Why is StringBuilder # append (int) faster in Java 7 than in Java 8?

When exploring the little wrt debate using "" + n and Integer.toString(int) to convert an integer primitive to a string, I wrote this JMH microbenchmark:

 @Fork(1) @OutputTimeUnit(TimeUnit.MILLISECONDS) @State(Scope.Benchmark) public class IntStr { protected int counter; @GenerateMicroBenchmark public String integerToString() { return Integer.toString(this.counter++); } @GenerateMicroBenchmark public String stringBuilder0() { return new StringBuilder().append(this.counter++).toString(); } @GenerateMicroBenchmark public String stringBuilder1() { return new StringBuilder().append("").append(this.counter++).toString(); } @GenerateMicroBenchmark public String stringBuilder2() { return new StringBuilder().append("").append(Integer.toString(this.counter++)).toString(); } @GenerateMicroBenchmark public String stringFormat() { return String.format("%d", this.counter++); } @Setup(Level.Iteration) public void prepareIteration() { this.counter = 0; } } 

I ran it with default JMH settings with Java virtual machines that exist on my Linux machine (modern Mageia 4 64-bit Intel i7-3770 processor, 32 GB of RAM). The first JVM was the one that came with the Oracle JDK 8u5 64-bit:

 java version "1.8.0_05" Java(TM) SE Runtime Environment (build 1.8.0_05-b13) Java HotSpot(TM) 64-Bit Server VM (build 25.5-b02, mixed mode) 

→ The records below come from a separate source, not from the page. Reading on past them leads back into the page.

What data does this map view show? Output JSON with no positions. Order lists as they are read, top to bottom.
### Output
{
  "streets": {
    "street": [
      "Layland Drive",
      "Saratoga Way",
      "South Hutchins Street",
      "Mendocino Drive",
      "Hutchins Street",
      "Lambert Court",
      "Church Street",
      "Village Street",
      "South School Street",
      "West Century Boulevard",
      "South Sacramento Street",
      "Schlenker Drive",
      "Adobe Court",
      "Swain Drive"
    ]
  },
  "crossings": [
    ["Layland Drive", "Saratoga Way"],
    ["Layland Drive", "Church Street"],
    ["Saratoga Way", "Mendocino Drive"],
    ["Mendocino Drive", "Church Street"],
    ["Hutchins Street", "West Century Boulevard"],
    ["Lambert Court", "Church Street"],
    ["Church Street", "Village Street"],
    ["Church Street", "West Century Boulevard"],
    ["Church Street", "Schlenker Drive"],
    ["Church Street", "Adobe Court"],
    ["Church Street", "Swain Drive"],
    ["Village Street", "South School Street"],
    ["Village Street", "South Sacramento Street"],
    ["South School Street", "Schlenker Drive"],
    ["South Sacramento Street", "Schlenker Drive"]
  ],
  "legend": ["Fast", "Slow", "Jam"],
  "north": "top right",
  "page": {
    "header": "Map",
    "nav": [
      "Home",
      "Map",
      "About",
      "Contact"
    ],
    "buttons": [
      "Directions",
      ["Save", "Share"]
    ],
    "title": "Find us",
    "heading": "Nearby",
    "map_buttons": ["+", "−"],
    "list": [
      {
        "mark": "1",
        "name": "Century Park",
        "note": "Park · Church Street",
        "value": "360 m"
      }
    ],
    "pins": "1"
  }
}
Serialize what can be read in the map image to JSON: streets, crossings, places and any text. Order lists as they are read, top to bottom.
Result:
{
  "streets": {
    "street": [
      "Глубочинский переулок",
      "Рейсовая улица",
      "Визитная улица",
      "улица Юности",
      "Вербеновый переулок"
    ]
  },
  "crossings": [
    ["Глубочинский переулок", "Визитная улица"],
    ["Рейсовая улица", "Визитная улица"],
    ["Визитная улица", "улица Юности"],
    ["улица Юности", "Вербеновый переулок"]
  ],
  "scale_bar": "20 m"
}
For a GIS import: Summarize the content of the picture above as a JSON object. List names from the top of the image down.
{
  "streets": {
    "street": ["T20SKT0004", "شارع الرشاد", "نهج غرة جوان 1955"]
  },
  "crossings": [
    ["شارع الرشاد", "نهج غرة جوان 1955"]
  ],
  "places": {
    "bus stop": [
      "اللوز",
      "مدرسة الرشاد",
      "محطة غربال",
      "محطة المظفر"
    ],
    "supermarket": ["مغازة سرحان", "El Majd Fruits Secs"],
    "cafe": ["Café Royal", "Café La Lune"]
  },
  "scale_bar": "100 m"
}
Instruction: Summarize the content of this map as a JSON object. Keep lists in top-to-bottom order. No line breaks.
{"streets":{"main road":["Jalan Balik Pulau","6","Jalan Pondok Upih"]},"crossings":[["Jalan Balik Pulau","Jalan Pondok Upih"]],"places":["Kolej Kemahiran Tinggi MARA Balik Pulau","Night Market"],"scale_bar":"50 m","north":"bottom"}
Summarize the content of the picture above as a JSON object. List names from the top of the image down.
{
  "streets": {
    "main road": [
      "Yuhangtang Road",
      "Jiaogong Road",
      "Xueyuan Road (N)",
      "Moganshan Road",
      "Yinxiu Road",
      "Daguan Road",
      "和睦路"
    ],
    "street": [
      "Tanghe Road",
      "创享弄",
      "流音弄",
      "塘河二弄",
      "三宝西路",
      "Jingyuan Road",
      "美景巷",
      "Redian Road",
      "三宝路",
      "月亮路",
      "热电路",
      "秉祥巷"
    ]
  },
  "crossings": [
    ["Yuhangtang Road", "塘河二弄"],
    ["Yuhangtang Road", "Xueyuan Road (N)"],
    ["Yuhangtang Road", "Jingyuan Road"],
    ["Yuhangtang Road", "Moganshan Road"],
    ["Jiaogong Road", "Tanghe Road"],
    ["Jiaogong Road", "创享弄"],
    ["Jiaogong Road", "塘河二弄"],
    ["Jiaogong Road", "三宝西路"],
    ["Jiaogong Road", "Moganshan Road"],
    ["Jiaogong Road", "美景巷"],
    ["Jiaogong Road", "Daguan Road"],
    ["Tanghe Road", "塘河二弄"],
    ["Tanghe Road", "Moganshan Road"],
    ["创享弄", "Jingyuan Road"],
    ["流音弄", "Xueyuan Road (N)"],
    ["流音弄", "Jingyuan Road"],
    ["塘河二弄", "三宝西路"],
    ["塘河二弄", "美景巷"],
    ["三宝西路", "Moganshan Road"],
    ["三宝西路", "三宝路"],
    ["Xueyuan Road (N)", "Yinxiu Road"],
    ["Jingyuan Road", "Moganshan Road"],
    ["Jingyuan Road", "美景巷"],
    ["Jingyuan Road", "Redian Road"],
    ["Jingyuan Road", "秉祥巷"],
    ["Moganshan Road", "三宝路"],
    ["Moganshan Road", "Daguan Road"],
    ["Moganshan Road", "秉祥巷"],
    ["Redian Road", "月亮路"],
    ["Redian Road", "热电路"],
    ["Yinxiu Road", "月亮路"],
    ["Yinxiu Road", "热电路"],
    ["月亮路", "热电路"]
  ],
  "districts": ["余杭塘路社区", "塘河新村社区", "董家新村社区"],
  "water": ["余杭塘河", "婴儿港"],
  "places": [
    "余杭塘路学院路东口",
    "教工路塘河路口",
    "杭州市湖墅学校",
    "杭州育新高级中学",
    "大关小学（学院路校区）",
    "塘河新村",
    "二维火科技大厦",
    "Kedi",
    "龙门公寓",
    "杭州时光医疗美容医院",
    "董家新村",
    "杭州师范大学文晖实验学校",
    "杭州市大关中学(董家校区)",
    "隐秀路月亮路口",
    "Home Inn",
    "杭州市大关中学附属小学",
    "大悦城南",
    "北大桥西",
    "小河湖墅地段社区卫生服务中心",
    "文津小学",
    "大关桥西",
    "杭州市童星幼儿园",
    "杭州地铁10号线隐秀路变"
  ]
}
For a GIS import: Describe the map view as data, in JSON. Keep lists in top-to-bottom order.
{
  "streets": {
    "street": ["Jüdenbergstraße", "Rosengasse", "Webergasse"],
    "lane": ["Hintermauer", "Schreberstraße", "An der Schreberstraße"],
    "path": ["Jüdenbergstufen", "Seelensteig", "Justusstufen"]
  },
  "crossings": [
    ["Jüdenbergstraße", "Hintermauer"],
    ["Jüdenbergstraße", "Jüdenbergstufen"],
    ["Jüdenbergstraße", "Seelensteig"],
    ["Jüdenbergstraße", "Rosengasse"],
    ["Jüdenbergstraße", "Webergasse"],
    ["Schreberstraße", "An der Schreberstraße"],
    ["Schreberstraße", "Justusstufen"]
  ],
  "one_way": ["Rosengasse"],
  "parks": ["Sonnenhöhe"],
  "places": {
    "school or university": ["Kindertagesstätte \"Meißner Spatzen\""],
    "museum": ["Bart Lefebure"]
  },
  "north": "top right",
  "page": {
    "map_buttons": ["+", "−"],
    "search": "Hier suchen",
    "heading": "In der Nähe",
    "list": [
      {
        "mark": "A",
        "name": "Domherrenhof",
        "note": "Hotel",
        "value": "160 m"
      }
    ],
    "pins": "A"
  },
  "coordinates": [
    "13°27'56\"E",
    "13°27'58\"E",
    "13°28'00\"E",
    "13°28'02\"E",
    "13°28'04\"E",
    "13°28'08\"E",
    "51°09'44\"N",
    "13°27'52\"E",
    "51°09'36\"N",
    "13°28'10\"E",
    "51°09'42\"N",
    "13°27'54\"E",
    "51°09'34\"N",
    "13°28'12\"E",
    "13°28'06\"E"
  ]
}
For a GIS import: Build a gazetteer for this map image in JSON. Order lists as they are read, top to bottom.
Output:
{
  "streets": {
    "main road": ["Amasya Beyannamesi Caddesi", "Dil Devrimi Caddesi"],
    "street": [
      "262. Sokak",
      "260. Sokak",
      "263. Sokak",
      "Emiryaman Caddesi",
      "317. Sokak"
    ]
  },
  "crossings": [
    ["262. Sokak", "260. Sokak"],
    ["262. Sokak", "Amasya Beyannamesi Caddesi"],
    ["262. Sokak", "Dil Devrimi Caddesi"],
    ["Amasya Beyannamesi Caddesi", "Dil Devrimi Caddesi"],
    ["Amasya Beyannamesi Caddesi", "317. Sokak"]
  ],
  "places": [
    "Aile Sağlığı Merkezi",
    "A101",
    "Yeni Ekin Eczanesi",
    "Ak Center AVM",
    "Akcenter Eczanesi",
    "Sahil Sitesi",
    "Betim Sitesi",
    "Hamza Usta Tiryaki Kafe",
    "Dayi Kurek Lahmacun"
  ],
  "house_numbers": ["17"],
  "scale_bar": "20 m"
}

With this JVM, I got almost what I expected:

 Benchmark Mode Samples Mean Mean error Units b.IntStr.integerToString thrpt 20 32317.048 698.703 ops/ms b.IntStr.stringBuilder0 thrpt 20 28129.499 421.520 ops/ms b.IntStr.stringBuilder1 thrpt 20 28106.692 1117.958 ops/ms b.IntStr.stringBuilder2 thrpt 20 20066.939 1052.937 ops/ms b.IntStr.stringFormat thrpt 20 2346.452 37.422 ops/ms 

those. using the StringBuilder class is slower due to the additional overhead of creating a StringBuilder and adding an empty string. Using String.format(String, ...) even slower, an order or so.

The compiler provided by the distribution, on the other hand, is based on OpenJDK 1.7:

 java version "1.7.0_55" OpenJDK Runtime Environment (mageia-2.4.7.1.mga4-x86_64 u55-b13) OpenJDK 64-Bit Server VM (build 24.51-b03, mixed mode) 

The results here were interesting:

 Benchmark Mode Samples Mean Mean error Units b.IntStr.integerToString thrpt 20 31249.306 881.125 ops/ms b.IntStr.stringBuilder0 thrpt 20 39486.857 663.766 ops/ms b.IntStr.stringBuilder1 thrpt 20 41072.058 484.353 ops/ms b.IntStr.stringBuilder2 thrpt 20 20513.913 466.130 ops/ms b.IntStr.stringFormat thrpt 20 2068.471 44.964 ops/ms 

Why StringBuilder.append(int) appear much faster with this JVM? Looking at the source code of the StringBuilder class, I did not find anything particularly interesting - this method is almost identical to Integer#toString(int) . It is interesting to note that adding the result Integer.toString(int) (microobject stringBuilder2 ) does not seem to be faster.

Is this performance mismatch a problem with the test harness? Or does my OpenJDK JVM contain optimizations that will affect this particular (anti) pattern code?

EDIT:

For a more direct comparison, I installed Oracle JDK 1.7u55:

 java version "1.7.0_55" Java(TM) SE Runtime Environment (build 1.7.0_55-b13) Java HotSpot(TM) 64-Bit Server VM (build 24.55-b03, mixed mode) 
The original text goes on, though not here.